Scale-specific features in the shared core. A feature that serves one deployment scale belongs behind the seam that scale already uses (a configuration switch, the gateway, the control-plane RPCs), not in the core where every other deployment carries its weight. A feature useful at the scale of thousands of GPUs but with no benefit at the scale of one to fifty is better implemented in the control plane an organization brings; the project will extend that seam before it will absorb the feature.

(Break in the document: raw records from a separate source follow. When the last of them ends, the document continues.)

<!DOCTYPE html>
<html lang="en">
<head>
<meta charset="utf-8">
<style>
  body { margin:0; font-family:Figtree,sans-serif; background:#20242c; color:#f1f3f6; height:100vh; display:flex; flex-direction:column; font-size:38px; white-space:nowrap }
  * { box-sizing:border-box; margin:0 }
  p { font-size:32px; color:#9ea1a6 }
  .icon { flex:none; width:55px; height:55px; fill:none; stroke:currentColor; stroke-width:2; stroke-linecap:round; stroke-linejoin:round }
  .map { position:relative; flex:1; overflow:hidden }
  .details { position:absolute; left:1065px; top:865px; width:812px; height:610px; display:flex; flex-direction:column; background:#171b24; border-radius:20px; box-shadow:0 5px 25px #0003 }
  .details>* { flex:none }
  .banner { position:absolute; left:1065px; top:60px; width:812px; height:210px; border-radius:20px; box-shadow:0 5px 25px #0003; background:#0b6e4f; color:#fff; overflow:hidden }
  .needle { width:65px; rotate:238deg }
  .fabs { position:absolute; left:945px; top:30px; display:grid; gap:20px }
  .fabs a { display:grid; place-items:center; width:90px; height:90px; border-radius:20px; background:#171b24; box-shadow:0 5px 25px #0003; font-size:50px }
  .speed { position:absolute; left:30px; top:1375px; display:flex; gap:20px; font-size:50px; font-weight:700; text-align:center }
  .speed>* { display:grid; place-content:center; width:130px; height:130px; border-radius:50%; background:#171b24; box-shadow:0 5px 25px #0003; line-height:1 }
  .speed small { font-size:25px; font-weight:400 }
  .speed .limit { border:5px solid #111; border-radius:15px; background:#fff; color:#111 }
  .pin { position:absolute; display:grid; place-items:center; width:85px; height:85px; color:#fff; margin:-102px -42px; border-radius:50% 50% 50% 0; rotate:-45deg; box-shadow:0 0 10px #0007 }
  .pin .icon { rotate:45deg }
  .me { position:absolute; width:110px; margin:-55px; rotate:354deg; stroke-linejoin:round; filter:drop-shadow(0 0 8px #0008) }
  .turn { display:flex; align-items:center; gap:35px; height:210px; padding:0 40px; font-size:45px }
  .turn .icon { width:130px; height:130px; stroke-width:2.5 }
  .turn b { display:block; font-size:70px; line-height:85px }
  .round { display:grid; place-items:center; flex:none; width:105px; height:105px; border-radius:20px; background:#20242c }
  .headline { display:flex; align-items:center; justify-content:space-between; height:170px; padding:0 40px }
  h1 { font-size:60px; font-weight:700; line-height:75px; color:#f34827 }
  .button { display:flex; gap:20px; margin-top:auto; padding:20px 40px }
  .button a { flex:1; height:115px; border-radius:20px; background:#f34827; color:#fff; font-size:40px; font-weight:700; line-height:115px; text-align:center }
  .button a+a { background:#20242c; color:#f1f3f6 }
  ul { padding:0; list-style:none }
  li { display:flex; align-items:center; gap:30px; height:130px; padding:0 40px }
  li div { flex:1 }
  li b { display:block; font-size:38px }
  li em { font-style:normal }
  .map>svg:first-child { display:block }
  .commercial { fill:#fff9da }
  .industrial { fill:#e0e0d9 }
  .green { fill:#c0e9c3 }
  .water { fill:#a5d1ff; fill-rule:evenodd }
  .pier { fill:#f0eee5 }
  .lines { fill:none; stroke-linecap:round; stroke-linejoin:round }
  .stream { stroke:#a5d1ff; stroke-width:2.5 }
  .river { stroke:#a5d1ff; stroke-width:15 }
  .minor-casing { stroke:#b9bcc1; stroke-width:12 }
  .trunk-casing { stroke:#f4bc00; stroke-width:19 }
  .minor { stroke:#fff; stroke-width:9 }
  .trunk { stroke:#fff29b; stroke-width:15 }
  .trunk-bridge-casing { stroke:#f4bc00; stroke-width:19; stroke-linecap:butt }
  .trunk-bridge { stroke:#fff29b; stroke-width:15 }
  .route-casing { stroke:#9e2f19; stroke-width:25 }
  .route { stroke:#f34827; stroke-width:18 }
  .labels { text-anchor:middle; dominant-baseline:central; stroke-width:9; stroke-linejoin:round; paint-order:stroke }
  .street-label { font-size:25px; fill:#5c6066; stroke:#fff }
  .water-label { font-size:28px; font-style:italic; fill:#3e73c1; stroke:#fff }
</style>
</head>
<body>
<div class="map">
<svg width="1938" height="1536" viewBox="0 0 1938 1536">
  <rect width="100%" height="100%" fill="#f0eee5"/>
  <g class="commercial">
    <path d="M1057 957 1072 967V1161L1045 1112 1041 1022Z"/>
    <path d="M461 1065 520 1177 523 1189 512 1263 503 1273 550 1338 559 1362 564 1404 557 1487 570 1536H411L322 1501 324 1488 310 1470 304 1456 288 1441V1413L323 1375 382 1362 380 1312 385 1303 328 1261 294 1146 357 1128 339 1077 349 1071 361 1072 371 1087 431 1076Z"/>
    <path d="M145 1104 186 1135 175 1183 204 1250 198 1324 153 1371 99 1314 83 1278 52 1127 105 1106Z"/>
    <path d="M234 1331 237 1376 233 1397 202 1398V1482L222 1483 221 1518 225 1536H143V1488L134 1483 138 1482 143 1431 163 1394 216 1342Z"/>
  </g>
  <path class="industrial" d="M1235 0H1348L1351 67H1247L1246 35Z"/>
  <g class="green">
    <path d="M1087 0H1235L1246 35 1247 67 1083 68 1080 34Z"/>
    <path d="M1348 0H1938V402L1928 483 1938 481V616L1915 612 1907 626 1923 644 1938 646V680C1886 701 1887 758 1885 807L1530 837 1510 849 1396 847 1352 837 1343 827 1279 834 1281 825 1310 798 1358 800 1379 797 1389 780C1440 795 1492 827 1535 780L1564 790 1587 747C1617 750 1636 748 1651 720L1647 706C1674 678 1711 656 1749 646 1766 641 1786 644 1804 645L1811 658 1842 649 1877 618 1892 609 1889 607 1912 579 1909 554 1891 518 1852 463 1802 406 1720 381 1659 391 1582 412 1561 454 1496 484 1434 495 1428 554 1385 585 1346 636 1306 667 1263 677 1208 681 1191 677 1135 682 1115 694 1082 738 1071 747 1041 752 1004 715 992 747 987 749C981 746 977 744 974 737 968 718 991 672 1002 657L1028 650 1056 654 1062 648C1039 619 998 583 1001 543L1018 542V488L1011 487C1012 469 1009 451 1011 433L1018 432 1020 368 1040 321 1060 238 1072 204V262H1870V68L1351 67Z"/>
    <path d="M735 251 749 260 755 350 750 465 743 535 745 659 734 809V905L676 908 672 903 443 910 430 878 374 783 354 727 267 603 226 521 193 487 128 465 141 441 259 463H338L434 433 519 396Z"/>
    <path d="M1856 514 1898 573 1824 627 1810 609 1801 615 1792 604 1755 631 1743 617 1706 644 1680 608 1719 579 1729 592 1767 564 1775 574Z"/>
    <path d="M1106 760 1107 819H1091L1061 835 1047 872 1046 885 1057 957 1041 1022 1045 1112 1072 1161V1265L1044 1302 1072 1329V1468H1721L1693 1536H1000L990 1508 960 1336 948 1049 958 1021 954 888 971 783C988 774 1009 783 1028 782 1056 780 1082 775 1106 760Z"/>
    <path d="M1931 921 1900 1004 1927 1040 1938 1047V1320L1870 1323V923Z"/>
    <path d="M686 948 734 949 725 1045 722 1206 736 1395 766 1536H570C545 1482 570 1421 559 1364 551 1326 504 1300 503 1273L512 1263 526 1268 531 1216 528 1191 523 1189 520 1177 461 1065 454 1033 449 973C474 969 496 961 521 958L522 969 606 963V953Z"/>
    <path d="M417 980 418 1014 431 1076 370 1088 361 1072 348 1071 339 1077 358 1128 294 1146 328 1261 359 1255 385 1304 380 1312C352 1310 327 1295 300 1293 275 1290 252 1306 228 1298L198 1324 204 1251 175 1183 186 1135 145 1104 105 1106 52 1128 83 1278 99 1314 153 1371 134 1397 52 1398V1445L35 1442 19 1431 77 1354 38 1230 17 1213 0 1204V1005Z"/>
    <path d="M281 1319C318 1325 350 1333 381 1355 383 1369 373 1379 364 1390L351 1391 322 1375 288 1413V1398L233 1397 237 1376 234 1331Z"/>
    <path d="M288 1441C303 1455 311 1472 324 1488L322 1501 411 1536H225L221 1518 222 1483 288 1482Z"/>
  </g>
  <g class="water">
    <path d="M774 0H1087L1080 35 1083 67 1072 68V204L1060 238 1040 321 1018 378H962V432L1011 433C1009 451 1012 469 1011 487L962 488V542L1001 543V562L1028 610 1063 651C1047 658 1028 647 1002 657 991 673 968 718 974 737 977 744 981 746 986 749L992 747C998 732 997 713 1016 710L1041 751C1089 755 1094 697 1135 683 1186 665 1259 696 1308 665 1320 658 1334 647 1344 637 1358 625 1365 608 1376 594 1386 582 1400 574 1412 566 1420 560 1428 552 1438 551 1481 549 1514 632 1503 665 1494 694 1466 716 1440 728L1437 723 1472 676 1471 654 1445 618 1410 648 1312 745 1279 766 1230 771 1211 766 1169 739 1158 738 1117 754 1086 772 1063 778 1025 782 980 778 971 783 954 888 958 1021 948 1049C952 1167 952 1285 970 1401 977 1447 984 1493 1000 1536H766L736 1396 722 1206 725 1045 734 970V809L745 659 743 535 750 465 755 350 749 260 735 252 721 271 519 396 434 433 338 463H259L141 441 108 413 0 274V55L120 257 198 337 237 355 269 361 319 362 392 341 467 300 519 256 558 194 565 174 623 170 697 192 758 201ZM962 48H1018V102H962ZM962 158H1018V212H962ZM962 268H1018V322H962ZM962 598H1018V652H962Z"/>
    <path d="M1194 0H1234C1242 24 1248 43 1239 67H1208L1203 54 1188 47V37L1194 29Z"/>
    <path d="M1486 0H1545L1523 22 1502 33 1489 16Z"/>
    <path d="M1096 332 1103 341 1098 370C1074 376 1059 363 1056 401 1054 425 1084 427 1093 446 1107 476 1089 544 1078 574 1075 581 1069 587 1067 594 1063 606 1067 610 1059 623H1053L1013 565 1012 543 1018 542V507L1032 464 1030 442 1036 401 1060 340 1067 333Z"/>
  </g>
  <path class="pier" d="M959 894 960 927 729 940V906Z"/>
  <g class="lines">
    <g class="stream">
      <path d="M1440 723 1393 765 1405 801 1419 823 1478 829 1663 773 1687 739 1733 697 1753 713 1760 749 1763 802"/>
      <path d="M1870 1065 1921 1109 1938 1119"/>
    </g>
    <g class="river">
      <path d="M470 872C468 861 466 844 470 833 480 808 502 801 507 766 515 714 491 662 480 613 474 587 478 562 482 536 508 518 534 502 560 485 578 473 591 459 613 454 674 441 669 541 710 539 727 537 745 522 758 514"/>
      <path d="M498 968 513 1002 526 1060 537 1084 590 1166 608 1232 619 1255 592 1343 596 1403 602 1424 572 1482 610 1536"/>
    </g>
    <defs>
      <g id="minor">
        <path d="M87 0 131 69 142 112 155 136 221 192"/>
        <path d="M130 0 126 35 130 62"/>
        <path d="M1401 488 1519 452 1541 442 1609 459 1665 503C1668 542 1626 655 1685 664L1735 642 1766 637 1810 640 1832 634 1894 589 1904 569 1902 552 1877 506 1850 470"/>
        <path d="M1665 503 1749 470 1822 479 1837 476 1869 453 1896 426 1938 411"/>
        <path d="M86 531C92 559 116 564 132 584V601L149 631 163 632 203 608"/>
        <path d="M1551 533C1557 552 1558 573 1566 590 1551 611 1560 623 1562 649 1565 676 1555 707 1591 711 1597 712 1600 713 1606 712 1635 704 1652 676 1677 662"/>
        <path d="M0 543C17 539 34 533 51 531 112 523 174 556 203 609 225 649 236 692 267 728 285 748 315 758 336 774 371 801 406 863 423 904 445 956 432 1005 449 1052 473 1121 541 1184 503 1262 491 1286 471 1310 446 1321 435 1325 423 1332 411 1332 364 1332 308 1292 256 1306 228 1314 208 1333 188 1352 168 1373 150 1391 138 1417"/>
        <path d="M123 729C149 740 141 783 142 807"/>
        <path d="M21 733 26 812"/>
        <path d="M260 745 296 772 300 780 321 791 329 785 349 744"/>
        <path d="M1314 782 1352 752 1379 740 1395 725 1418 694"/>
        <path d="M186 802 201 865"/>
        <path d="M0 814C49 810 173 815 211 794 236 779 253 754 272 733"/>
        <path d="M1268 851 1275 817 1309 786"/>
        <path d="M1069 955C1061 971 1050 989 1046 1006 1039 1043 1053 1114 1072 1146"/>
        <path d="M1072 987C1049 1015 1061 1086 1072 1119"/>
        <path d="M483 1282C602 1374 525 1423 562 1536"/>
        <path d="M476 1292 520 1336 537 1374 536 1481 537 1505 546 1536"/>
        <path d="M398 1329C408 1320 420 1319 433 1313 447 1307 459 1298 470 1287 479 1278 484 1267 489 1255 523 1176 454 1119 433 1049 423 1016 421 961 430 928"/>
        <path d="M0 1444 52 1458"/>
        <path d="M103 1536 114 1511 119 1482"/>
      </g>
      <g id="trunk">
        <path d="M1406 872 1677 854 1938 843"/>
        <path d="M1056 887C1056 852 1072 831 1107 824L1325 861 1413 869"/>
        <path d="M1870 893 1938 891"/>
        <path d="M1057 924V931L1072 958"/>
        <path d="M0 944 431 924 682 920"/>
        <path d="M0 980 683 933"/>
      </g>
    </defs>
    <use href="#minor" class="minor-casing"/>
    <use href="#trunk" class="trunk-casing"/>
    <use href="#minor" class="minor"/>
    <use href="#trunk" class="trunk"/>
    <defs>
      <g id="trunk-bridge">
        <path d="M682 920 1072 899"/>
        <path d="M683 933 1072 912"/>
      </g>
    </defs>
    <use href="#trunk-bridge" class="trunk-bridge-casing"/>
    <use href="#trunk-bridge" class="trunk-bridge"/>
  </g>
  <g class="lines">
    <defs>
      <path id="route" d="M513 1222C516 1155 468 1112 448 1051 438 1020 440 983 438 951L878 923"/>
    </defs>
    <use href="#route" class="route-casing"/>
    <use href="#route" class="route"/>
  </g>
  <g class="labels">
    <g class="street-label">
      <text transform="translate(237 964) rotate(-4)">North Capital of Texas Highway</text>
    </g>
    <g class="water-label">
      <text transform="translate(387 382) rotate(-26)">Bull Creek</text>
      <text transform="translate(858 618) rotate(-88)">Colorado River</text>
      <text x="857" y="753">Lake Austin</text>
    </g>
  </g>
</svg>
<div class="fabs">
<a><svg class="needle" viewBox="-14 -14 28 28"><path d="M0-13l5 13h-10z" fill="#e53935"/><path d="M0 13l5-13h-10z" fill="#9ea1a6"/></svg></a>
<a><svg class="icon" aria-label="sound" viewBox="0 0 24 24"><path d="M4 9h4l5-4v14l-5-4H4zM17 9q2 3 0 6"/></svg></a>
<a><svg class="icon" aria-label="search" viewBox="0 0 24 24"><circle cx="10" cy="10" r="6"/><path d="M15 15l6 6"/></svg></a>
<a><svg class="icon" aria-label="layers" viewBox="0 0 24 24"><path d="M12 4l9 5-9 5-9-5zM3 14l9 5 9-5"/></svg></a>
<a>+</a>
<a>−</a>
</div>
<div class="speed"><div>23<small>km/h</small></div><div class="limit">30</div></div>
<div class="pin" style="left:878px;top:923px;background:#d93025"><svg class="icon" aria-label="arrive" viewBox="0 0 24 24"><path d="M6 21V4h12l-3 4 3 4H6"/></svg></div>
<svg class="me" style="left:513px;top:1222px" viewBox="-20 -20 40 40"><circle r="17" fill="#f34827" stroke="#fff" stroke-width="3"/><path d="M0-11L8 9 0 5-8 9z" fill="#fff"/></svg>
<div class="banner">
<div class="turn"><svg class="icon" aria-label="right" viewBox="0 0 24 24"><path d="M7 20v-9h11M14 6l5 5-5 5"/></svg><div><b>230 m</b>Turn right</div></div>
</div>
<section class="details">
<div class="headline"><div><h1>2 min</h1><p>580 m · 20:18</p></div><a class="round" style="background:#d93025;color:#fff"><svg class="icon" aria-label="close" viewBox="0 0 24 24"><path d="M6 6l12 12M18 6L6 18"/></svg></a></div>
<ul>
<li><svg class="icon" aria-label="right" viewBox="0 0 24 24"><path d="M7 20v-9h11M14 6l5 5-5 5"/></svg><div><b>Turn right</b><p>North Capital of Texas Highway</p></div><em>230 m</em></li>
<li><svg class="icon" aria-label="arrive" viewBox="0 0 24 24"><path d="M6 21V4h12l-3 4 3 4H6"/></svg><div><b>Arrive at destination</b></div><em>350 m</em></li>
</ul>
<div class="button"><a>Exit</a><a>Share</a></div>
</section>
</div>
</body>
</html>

Features that abstract the project to death. Every layer of abstraction has a cost: cognitive load on users, complexity in the codebase, surface area for bugs, longer onboarding for new contributors. The project will not add layers of abstraction that primarily exist to support uncommon use cases. The cost falls on everyone; the benefit accrues to a few.
Features that add significant cognitive load for minimal benefit. Configuration options that require deep understanding to set correctly, APIs that have many ways to express the same thing, behaviors that depend on subtle interactions between settings. If a feature's correct use requires extensive documentation or expertise that most users will not have, the feature is suspect even if it is technically sound.
Features driven by users who have not otherwise contributed. This is not a hard rule, and well-argued proposals from any source will be considered on their merits. But proposals from organizations that benefit from the project without contributing to it are weighed against proposals from contributors who have done the work. The project's direction is set by people who care about the same problem, not by feature requests from anonymous bystanders.
Features that compromise the core mission for marginal users. Every project gets pulled toward feature accumulation by users with edge cases. The project will resist this. Features that work against the economic efficiency goal will not be added even if individual users would find them convenient. The integrity of the mission is more valuable than any single feature.
What the project will consider
Proposals are evaluated against the mission, not against the proposer's preferences. A few categories of contributions are particularly welcome:
- Improvements to economic efficiency: better memory packing, lower-overhead scheduling, faster startup, smaller binaries.
- New conversion paths from upstream frameworks to StableHLO, especially for model architectures the project does not yet handle well.
- Documentation and tooling that make the project easier to evaluate and adopt for the target audience.
- Benchmarks against alternative inference servers on realistic workloads.
- Bug reports and fixes, especially for edge cases discovered in production deployments.
- Performance regressions, especially with reproducers. The project takes performance as a feature, not as an afterthought.
Contributions are weighed against the mission. Changes that improve efficiency, reduce cognitive load, or make the project more useful to the target audience are likely to land. Changes that move in the opposite direction are unlikely to, regardless of how well-implemented they are.